Iran undoubtedly pulled off a diplomatic coup with its announcement yesterday of a deal with Brazil and Turkey to store its low grade uranium. It is very hard for even the most ardent warmonger to claim that Iran is enriching uranium to make nuclear weapons, when that same uranium is in storage in Turkey.

http://www.guardian.co.uk/world/julian-borger-global-security-blog/2010/may/17/iran-brazil-turkey-nuclear1

But perhaps the most significant fact yesterday is one that does not bode well for Iran in the long term. It is that plainly the Russians were caught on the hop and struggling for a response. Russia has been Iran’s most powerful diplomatic protector, but in recent months the Obama diplomatic offensive to win Russia over on Iran appeared to have made dramatic headway. That the Iranians had not kept the Russians informed on the Brazil Turkey deal was a mistake – and led to eventual remarks by Medvedev that were not welcoming, and appeared graduated to the US response. Iran cannot afford to lose Russian support in the long term.

Under this deal, Iran is swapping some of its low grade for 20% uranium, and putting the balance in storage. In effect the whole lot goes to Turkey. It is worth noting that, according to the IAEA, all of Iran’s uranium is verified and accounted for. None has gone AWOL. This deal would leave Iran with nothing to make a nuclear bomb with. It is also worth noting – a point the western media never cover – that Iran has a perfectly legitimate requirement for 20% uranium. It has a reactor donated by the United States which produces medical isotopes and which runs on 20% uranium.

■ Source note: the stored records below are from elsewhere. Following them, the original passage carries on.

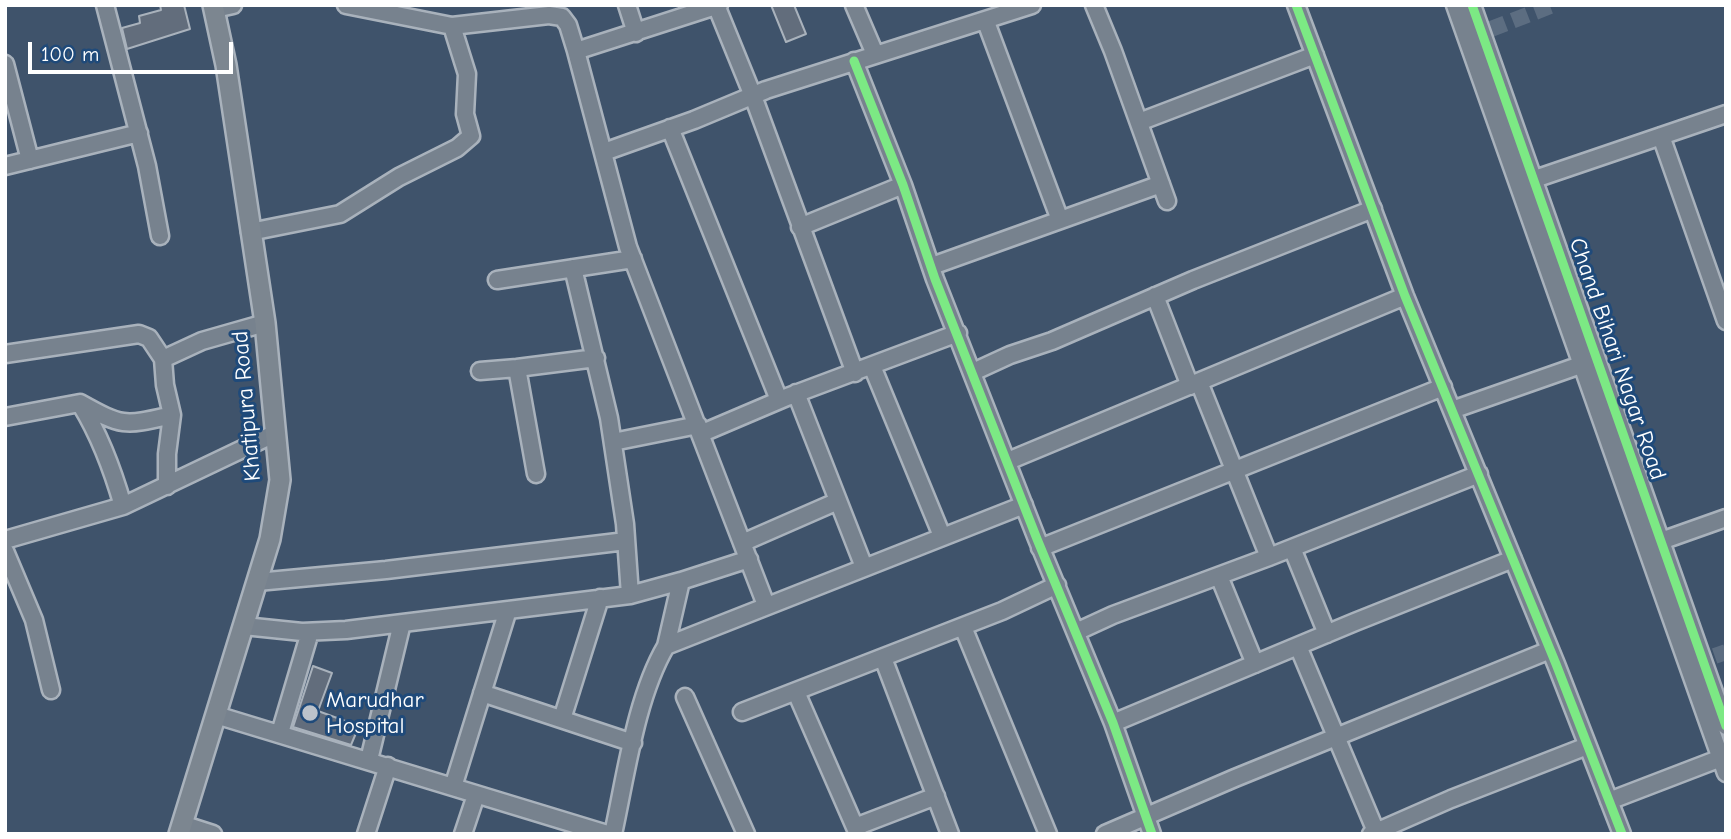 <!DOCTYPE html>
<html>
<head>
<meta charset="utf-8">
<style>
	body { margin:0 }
	#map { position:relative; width:1731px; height:839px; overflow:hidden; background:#3f536b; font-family:"Comic Neue",sans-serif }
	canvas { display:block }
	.frame { position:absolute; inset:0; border:7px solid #fff; pointer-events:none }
	.scale { position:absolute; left:28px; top:42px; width:205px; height:32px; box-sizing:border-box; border:4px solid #fff; border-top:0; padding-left:9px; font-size:21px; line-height:24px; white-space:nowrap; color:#fff; -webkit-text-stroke:5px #1f4a7a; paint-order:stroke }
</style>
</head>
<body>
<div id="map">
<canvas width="1731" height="839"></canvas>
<div class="frame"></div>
<div class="scale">100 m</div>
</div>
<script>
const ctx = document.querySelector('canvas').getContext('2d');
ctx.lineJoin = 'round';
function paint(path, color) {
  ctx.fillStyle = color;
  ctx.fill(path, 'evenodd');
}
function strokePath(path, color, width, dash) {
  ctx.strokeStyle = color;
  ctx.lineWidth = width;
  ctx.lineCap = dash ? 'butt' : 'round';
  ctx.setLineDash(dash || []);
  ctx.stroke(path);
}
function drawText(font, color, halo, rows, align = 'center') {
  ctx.font = font + ' "Comic Neue",sans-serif';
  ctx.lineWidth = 6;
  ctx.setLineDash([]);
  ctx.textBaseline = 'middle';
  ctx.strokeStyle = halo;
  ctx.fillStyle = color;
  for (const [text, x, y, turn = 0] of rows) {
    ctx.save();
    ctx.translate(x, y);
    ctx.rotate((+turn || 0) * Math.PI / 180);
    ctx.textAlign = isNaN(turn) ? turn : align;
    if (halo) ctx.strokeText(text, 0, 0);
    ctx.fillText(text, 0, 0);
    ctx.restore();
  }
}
const building = new Path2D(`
	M160,5H184L190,29L127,49L122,28L140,23L139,16L161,10Z
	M771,5H794L806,34L786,42Z
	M313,666L332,673L318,711L359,726L351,745L293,727Z`);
paint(building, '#626d7c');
strokePath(building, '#a9b2bc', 2);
strokePath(new Path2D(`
	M1468,38L1553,5
	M1692,664L1726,652`), '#5c6d81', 16, [16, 8]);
const minor = new Path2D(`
	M105,5L147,166L160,236
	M346,5L452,26L549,15L562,17L568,25L576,51L719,5
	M627,5L636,33
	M716,5L753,96L855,373
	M854,5L875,54
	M1094,5L1113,51L1167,201
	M1296,5L1405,296L1556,664L1622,834
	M1455,5L1726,773
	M1472,5L1726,726
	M215,9L233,5
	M986,22L1060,220
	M576,51L628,247L766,605
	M854,61L903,185L935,279L1037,539L1113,723L1152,834
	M5,64L30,160
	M1139,122L1315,55
	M670,128L779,400
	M1661,136L1726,321
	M604,152L694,120L766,90L1032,5
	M5,166L139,133
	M1526,182L1726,114
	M800,227L903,185
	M250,232L340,214L399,177L457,148L471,136L465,114L467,74L452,26
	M932,266L1161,184
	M573,268L609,418L625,524L630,595
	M497,280L633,259
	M1155,296L1190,386
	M5,354L139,334L149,338L163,359L202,341L265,323
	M163,359L165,385L172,415L167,454V486
	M872,366L942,536
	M480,371L517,368
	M973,372L1010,355L1052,341L1193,280L1373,209
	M1199,382L1269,557
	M796,393L864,567
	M81,405C100,436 113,471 123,506
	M1452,410L1592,361
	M5,417L80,403C123,427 124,426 172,415
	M700,434L787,397L958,333
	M613,442L698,425
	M1008,461L1405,296
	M536,474L517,368L596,358
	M5,540L123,506L276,433
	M1661,541L1726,518
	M742,543L838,501
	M1040,548L1443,387
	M1292,548L1327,634
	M5,551L34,620L51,690
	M1219,576L1255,664
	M257,582L386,570L626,541
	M244,626L302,632L346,630L630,595L681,581L749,559
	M963,627L1048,834
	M1076,632L1113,615L1269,557L1479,474
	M666,646L681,581
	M1298,646L1377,834
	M883,658L950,834
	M796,692L858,834
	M482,693L633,743
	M685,697L746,834
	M742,712L1002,611L1057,585
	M216,715L607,834
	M562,719L600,598
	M1113,723L1355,622L1513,559
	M280,733L310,632
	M369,760L402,623
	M453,787L508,610
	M1609,801L1721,758
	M182,824L213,834
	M855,827L936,796
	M366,834L388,766
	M463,834L476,795
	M613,834C626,775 636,697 666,646L1024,505
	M1105,834L1235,778L1550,650
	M1371,834L1451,799L1587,746`);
const major = new Path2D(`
	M179,834L270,539L280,480L265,323L226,65L213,5`);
strokePath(minor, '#a9b2bc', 21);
strokePath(major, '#a9b2bc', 24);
strokePath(minor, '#77828e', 16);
strokePath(major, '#7c8690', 19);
strokePath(new Path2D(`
	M1296,5L1405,296L1556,664L1622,834
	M1472,5L1726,726
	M854,61L903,185L935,279L1037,539L1113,723L1152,834`), '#7ce984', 9);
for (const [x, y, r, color] of [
	[310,713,9,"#bcc3cb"]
]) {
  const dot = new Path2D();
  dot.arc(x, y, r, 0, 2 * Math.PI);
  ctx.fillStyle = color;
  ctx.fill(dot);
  strokePath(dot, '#1f4a7a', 2.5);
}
drawText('23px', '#fff', '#1f4a7a', [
	["Chand Bihari Nagar Road",1617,359,71],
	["Khatipura Road",247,406,-95]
]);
drawText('23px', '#fff', '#1f4a7a', [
	["Marudhar",326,700],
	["Hospital",326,726]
], 'left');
</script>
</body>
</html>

I should stress that I have no time at all for the murderous group of theocratic nutters who constitute the Iranian regime. For their own warped reasons, it suits them to heighten international tension around speculation that they may wish to produce a nuclear weapon. They are anything but straightforward, and anyone who believes that the welfare of the Iranian people is the primary concern of Iran’s governing elite is quite wrong.

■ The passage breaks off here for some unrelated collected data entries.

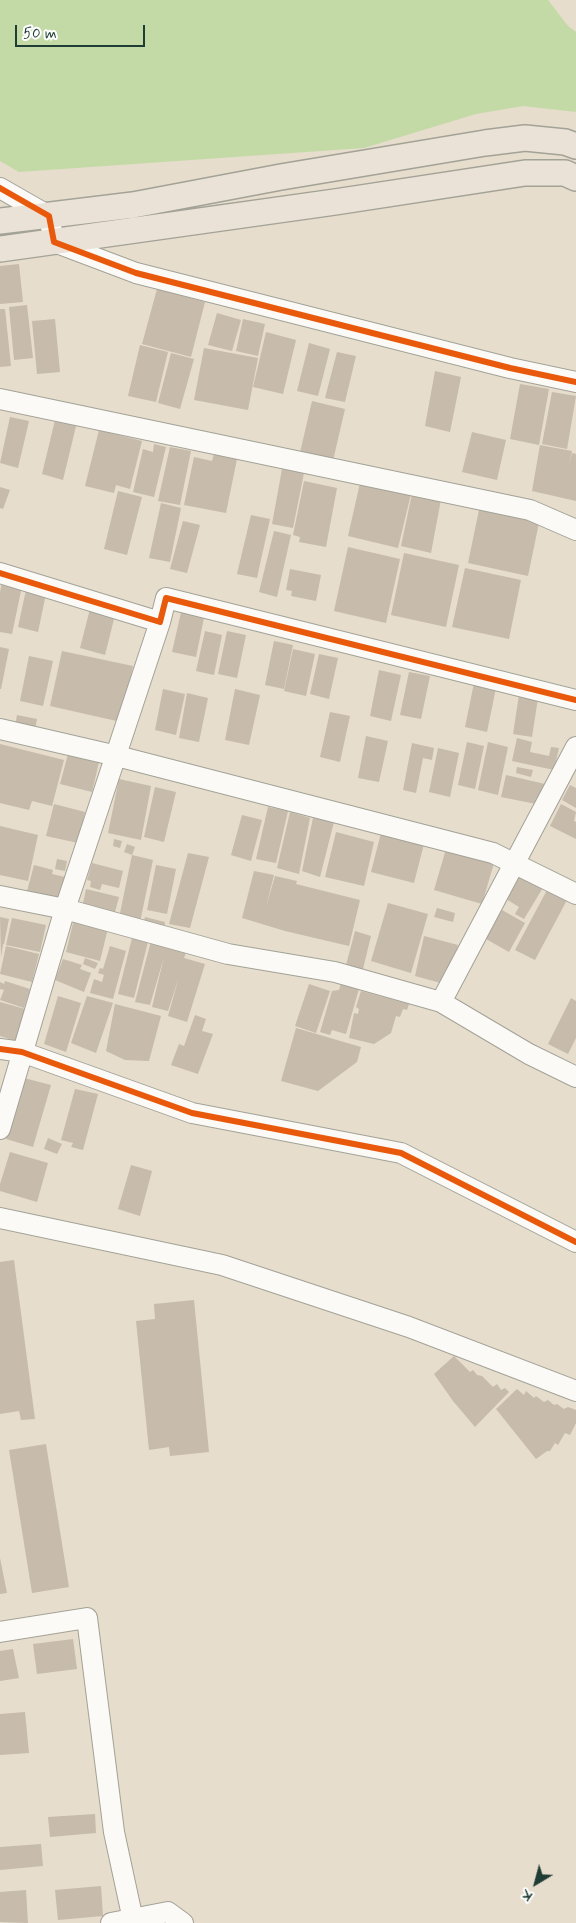 <!DOCTYPE html>
<html>
<head>
<meta charset="utf-8">
<style>
  body { margin:0 }
  #map { position:relative; width:576px; height:1923px; overflow:hidden; background:#e6ddcc; font-family:Mynerve,sans-serif }
  canvas { display:block }
  .north { position:absolute; left:511px; top:1858px; width:50px; height:50px; -webkit-text-stroke:4px #fff; paint-order:stroke; rotate:217deg; font-size:14px; font-weight:700; line-height:20px; text-align:center; color:#1f3d34 }
  .north::after { content:''; display:block; margin:auto; width:18px; height:22px; background:#1f3d34; clip-path:polygon(50% 0,100% 100%,50% 72%,0 100%) }
  .scale { position:absolute; left:15px; top:25px; width:130px; height:22px; box-sizing:border-box; border:2px solid #1f3d34; border-top:0; padding-left:6px; font-size:15px; line-height:18px; white-space:nowrap; color:#1f3d34; -webkit-text-stroke:4px #fff; paint-order:stroke }
</style>
</head>
<body>
<div id="map">
<canvas width="576" height="1923"></canvas>
<div class="north">K</div>
<div class="scale">50 m</div>
</div>
<script>
const c = document.querySelector('canvas').getContext('2d');
c.lineJoin = 'round';
function fill(path, color) {
  c.fillStyle = color;
  c.fill(path, 'evenodd');
}
function poly(rows) {
  const path = new Path2D();
  for (const r of rows) {
    path.moveTo(r[0], r[1]);
    for (let i = 2; i < r.length; i += 2) path.lineTo(r[i], r[i + 1]);
  }
  return path;
}
function strokePath(path, color, width, dash) {
  c.strokeStyle = color;
  c.lineWidth = width;
  c.lineCap = dash ? 'butt' : 'round';
  c.setLineDash(dash || []);
  c.stroke(path);
}
fill(poly([
  [0,0,548,0,568,26,576,32,576,112,523,106,476,114,364,148,19,172,0,161]
]), '#c3daa6');
fill(poly([
  [19,264,23,302,0,304,0,266],
  [157,289,205,302,191,357,142,344],
  [27,305,33,358,14,360,9,307],
  [0,309,5,309,11,366,0,367],
  [217,313,241,320,232,351,208,345],
  [55,319,60,372,37,374,32,321],
  [243,319,265,324,258,356,236,351],
  [266,332,296,340,283,394,253,387],
  [309,343,330,349,318,396,297,391],
  [140,345,168,352,156,402,128,396],
  [204,348,258,358,248,410,194,400],
  [337,352,356,356,345,402,325,398],
  [171,353,194,359,180,409,158,403],
  [435,371,461,377,450,432,425,426],
  [520,384,549,389,539,445,510,439],
  [552,392,576,396,567,449,542,444],
  [312,401,345,409,332,465,299,457],
  [56,416,77,422,63,480,42,474],
  [10,417,29,421,18,468,0,463],
  [99,430,142,441,130,489,116,485,114,493,85,486],
  [472,432,506,440,497,480,462,472],
  [154,444,166,447,154,497,133,492,143,449,153,452],
  [540,445,572,451,568,468,572,453,576,454,576,501,532,491],
  [170,447,191,451,180,505,158,501],
  [214,454,237,459,226,513,184,505,194,457,212,461],
  [282,469,304,473,293,528,272,524],
  [304,481,337,488,326,547,299,542,300,537,293,535],
  [360,483,411,494,398,548,348,536],
  [0,487,10,490,3,509,0,508],
  [413,489,442,494,431,553,401,546],
  [118,491,142,497,127,555,104,549],
  [161,503,181,508,170,562,149,558],
  [480,505,540,518,528,576,468,563],
  [251,515,270,519,257,578,237,574],
  [183,521,200,525,187,573,170,569],
  [274,531,291,535,277,597,259,592],
  [348,547,400,559,386,623,334,611],
  [404,553,459,565,446,627,391,615],
  [465,568,521,580,509,639,452,627],
  [290,569,321,575,316,601,291,596,292,591,286,590],
  [2,582,22,586,12,634,0,632,0,592],
  [27,585,47,589,38,632,18,627],
  [91,605,116,611,105,655,80,648],
  [182,608,205,613,196,657,172,652],
  [205,631,222,635,214,675,196,671],
  [227,631,246,635,237,678,218,674],
  [274,641,293,645,284,689,265,685],
  [0,647,9,649,1,689,0,689],
  [293,649,315,654,306,696,284,691],
  [62,651,133,666,121,722,50,706],
  [319,654,338,658,329,699,310,694],
  [29,656,53,661,43,706,20,701],
  [379,670,401,675,391,721,370,716],
  [409,672,430,676,421,719,400,715],
  [474,683,496,688,487,732,465,727],
  [163,689,185,694,176,735,155,730],
  [235,689,260,695,249,745,225,740],
  [187,693,208,698,199,742,179,738],
  [519,695,538,698,532,737,513,734],
  [330,712,350,716,340,762,320,757],
  [17,715,37,719,35,730,15,726],
  [366,736,388,741,379,782,358,778],
  [517,738,532,742,530,752,549,756,551,747,559,748,554,770,512,761],
  [467,742,484,746,475,789,458,785],
  [488,742,508,747,498,795,478,790],
  [412,743,434,748,432,760,423,758,416,793,403,790],
  [0,744,64,760,52,806,32,801,29,810,0,803],
  [438,748,459,753,450,797,429,792],
  [68,754,99,762,92,792,60,784],
  [517,767,533,770,531,777,516,773],
  [506,775,545,784,541,805,501,797],
  [119,779,151,786,141,840,108,833],
  [570,785,576,788,576,808,562,800],
  [155,787,176,792,164,842,144,837],
  [54,804,85,812,78,843,46,836],
  [561,804,576,812,574,821,576,822,576,839,550,826],
  [268,807,288,811,276,863,256,859],
  [290,812,310,818,299,874,277,868],
  [242,815,262,820,251,861,231,855],
  [313,818,334,822,320,877,302,871],
  [0,826,38,835,28,881,0,875],
  [382,829,425,840,414,883,371,872],
  [336,832,374,842,364,886,325,877],
  [114,839,122,841,120,848,113,846],
  [127,844,135,847,132,855,124,852],
  [446,849,494,863,482,904,434,890],
  [188,853,209,857,190,928,169,924],
  [132,855,153,860,140,922,119,918],
  [57,859,67,861,65,871,55,869],
  [92,863,123,871,119,888,102,884,100,890,90,887,91,881,87,880],
  [34,865,53,870,52,874,65,877,59,904,26,895],
  [156,865,176,869,167,914,147,910],
  [254,871,274,875,266,907,275,876,297,881,296,884,360,900,349,946,285,931,242,918],
  [522,873,544,886,524,919,515,914,519,907,506,899],
  [86,889,119,897,114,916,82,908],
  [547,890,567,900,535,960,515,950],
  [388,903,428,914,411,973,371,961],
  [437,908,455,913,453,922,434,917],
  [502,910,525,923,509,952,486,939],
  [75,915,109,924,100,961,66,952],
  [0,917,9,919,4,944,2,945,3,945,1,957],
  [145,917,165,922,164,930,143,924],
  [12,918,46,925,40,952,6,945],
  [355,931,371,936,362,973,345,969],
  [133,934,149,938,134,998,118,994],
  [424,936,458,945,448,985,415,976],
  [151,941,186,952,184,958,205,964,187,1022,168,1016,179,977,168,1011,152,1007,164,957,150,1005,135,1002],
  [6,946,39,954,32,982,0,974],
  [110,946,126,951,113,999,90,993,94,979,102,982,104,975,98,973,100,968,103,969],
  [85,958,98,963,95,969,83,964],
  [63,959,82,965,80,969,91,973,84,992,55,980],
  [343,976,361,982,346,1034,332,1030,330,1035,320,1032,332,991,339,990],
  [5,981,30,989,24,1008,0,1000,4,990,0,989,0,982,4,984],
  [309,984,330,991,316,1033,295,1026],
  [361,991,409,1004,407,1010,403,1009,400,1017,396,1016,391,1033,374,1044,349,1038,354,1013,358,1014,359,1009,356,1007],
  [58,996,81,1003,66,1052,44,1044],
  [87,996,113,1003,96,1053,71,1043],
  [571,998,576,1001,576,1038,568,1054,548,1044],
  [0,1002,25,1009,16,1041,0,1036],
  [115,1004,161,1016,149,1061,125,1060,106,1051],
  [195,1015,206,1019,202,1031,213,1034,198,1074,171,1065,179,1044,184,1046],
  [296,1028,361,1047,357,1062,318,1091,281,1081],
  [24,1078,51,1085,33,1147,6,1139],
  [75,1089,98,1094,83,1150,71,1147,73,1143,61,1140],
  [48,1138,62,1144,57,1154,44,1149],
  [10,1152,48,1163,37,1202,0,1191,0,1184],
  [131,1165,152,1171,140,1216,118,1209],
  [14,1260,35,1419,21,1420,19,1411,0,1414,0,1262],
  [194,1300,209,1452,170,1456,169,1447,149,1450,136,1321,155,1319,154,1304],
  [454,1356,470,1372,473,1370,477,1375,482,1376,493,1387,497,1384,501,1390,505,1388,509,1392,475,1427,453,1401,434,1374],
  [517,1389,524,1395,526,1391,534,1398,536,1396,544,1402,548,1400,554,1405,557,1404,564,1409,568,1407,576,1410,576,1423,570,1435,565,1433,558,1445,555,1443,550,1451,547,1451,536,1459,496,1409],
  [46,1444,69,1587,32,1593,9,1450],
  [0,1558,7,1593,0,1594],
  [73,1639,77,1669,37,1674,33,1644],
  [13,1649,19,1678,0,1681,0,1651],
  [25,1712,29,1753,0,1755,0,1714],
  [95,1814,96,1833,50,1837,48,1817],
  [41,1844,43,1866,0,1870,0,1847],
  [101,1886,103,1916,58,1920,55,1890],
  [26,1890,28,1923,0,1922,0,1892]
]), '#c7bbac');
const minor = poly([
  [0,188,49,216,54,242,136,273,510,368,576,382],
  [0,399,530,510,576,530],
  [0,573,160,622,166,598,576,700],
  [0,729,117,756,493,853,576,894],
  [0,896,65,909,228,954,335,972,441,1002,529,1054,576,1077],
  [441,1002,576,747],
  [0,1049,22,1052,192,1113,401,1153,576,1242],
  [0,1129,65,909,160,622],
  [0,1218,222,1265,409,1327,576,1391],
  [0,1632,87,1618,114,1832,133,1920],
  [111,1923,168,1912,183,1923]
]);
const major = poly([
  [0,221,133,205,281,177,485,143,525,138,565,142,576,146],
  [0,249,335,202,525,173,565,173,576,178]
]);
strokePath(minor, '#a3a297', 22);
strokePath(major, '#a3a297', 28);
strokePath(minor, '#fbfaf7', 20);
strokePath(major, '#ebe2d7', 25);
strokePath(poly([
  [0,188,49,216,54,242,136,273,510,368,576,382],
  [0,573,160,622,166,598,576,700],
  [0,1049,22,1052,192,1113,401,1153,576,1242]
]), '#e8590c', 6);
</script>
</body>
</html>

But there is no indication that Iran has the ability for years to produce a nuclear weapon, and this arrangement makes that ever more plain. If any nation has a genune concern that Iran is seeking to develop a nuclear weapon, this agreement to remove almost the entire stock of uranium from Iran can only be welcomed.

The failure to welcome this step by US and UK governments indicates that their actual agenda does not relate to Iran’s nuclear programme at all. And I still wait for a British minister to say something about Israel’s very real and very large stockpile of nuclear weapons.